Magnesium and Pain
Round 1
Reviewer 1 Report
The present review addresses an important topic, as adequate control of chronic pain is not often achieved. The role of Magnesium as adjuvant analgesic is supported by literature, however the present review, with the exception of few recent cited studies, looks like a repetition of what already published (PMID: 29920000) Furthermore, there are a number of sentences in the introduction that need to be deeply revised. Below some of them. Lines 55-57: “… and the build-up of intracellular calcium is associated with various receptors on 56 the postsynaptic neurons of the spinal dorsal horn, such as NMDA, 57 α-amino-3-hydroxy-5-methyl-4-isoxazole propionate (AMPA), kainate, and glutamate receptors [6]” This sentence does not make sense because NMDA, AMPA and Kainate receptor ARE glutamate receptors.
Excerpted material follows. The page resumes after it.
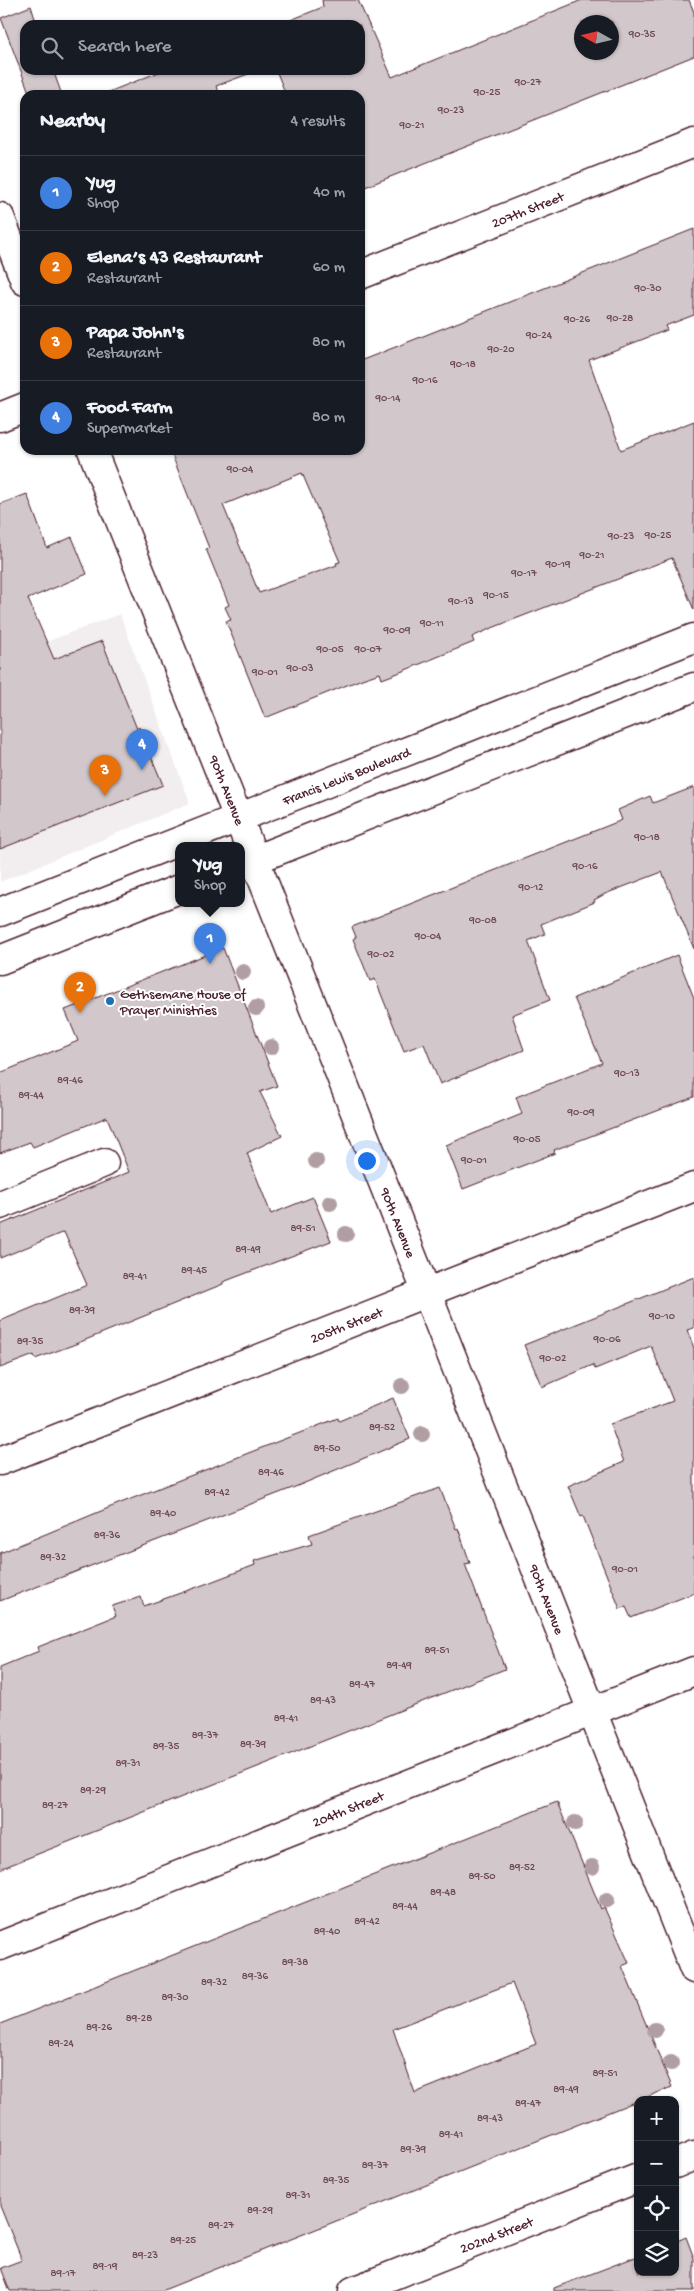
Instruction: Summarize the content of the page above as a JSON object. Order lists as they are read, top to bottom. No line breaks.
{"streets":{"street":["207th Street","Francis Lewis Boulevard","90th Avenue","205th Street","204th Street","202nd Street"]},"crossings":[["Francis Lewis Boulevard","90th Avenue"],["90th Avenue","205th Street"],["90th Avenue","204th Street"]],"places":["Gethsemane House of Prayer Ministries"],"house_numbers":["90-35","90-27","90-25","90-23","90-21","90-30","90-28","90-26","90-24","90-20","90-18","90-16","90-14","90-04","90-25","90-23","90-21","90-19","90-17","90-15","90-13","90-11","90-09","90-05","90-07","90-03","90-01","90-18","90-16","90-12","90-08","90-04","90-02","90-13","89-46","89-44","90-09","90-05","90-01","89-51","89-49","89-45","89-41","89-39","90-10","90-06","89-35","90-02","89-52","89-50","89-46","89-42","89-40","89-36","89-32","90-01","89-51","89-49","89-47","89-43","89-41","89-37","89-39","89-35","89-31","89-29","89-27","89-52","89-50","89-48","89-44","89-42","89-40","89-38","89-36","89-32","89-30","89-28","89-26","89-24","89-51","89-49","89-47","89-43","89-41","89-39","89-37","89-35","89-31","89-29","89-27","89-25","89-23","89-19","89-17"],"north":"left","page":{"search":"Search here","heading":["Nearby","4 results"],"list":[{"mark":"1","name":"Yug","note":"Shop","value":"40 m"},{"mark":"2","name":"Elena’s 43 Restaurant","note":"Restaurant","value":"60 m"},{"mark":"3","name":"Papa John's","note":"Restaurant","value":"80 m"},{"mark":"4","name":"Food Farm","note":"Supermarket","value":"80 m"}],"pins":["4","3","1","2"],"popup":["Yug","Shop"],"map_buttons":["+","−"]}}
Lines 59-60: “In this regard, calcium channel blockers have shown antinociceptive effects in chronic pain conditions [10]” This reference is not appropriate since it refers to voltage-gated calcium channels, while NMDA receptors are inotropic receptors (ligand-gated ion channels). Lines 64-66: “This voltage-dependent ion channel is blocked non-competitively in the resting state by the magnesium ion and by ketamine (phencyclidine site blockade), MK-801, memantine, and others [4, 12]” I believe there is little misunderstanding about NMDA receptor that are inotropic receptors. Ionotropic receptors are different from voltage-dependent ion channels. Lines 62-63: “NMDA receptors are membrane ion channels expressed in the CNS. Each receptor is a tetramer composed of four different subunits—two NR1 and two NR2 [11]" Literature about NMDA receptors is quite obsolete as well as the nomenclature of NMDA subunits. More recent literature should be cited. For example PMID: 30037851; 28986865; 32197322
Author Response
Manuscript number: Nutrients-863129
Dear Reviewers,
Thank you very much for your comments on our article. We agree to the points reviewer indicated. The paper has been substantially revised based on the reviewer’s comments.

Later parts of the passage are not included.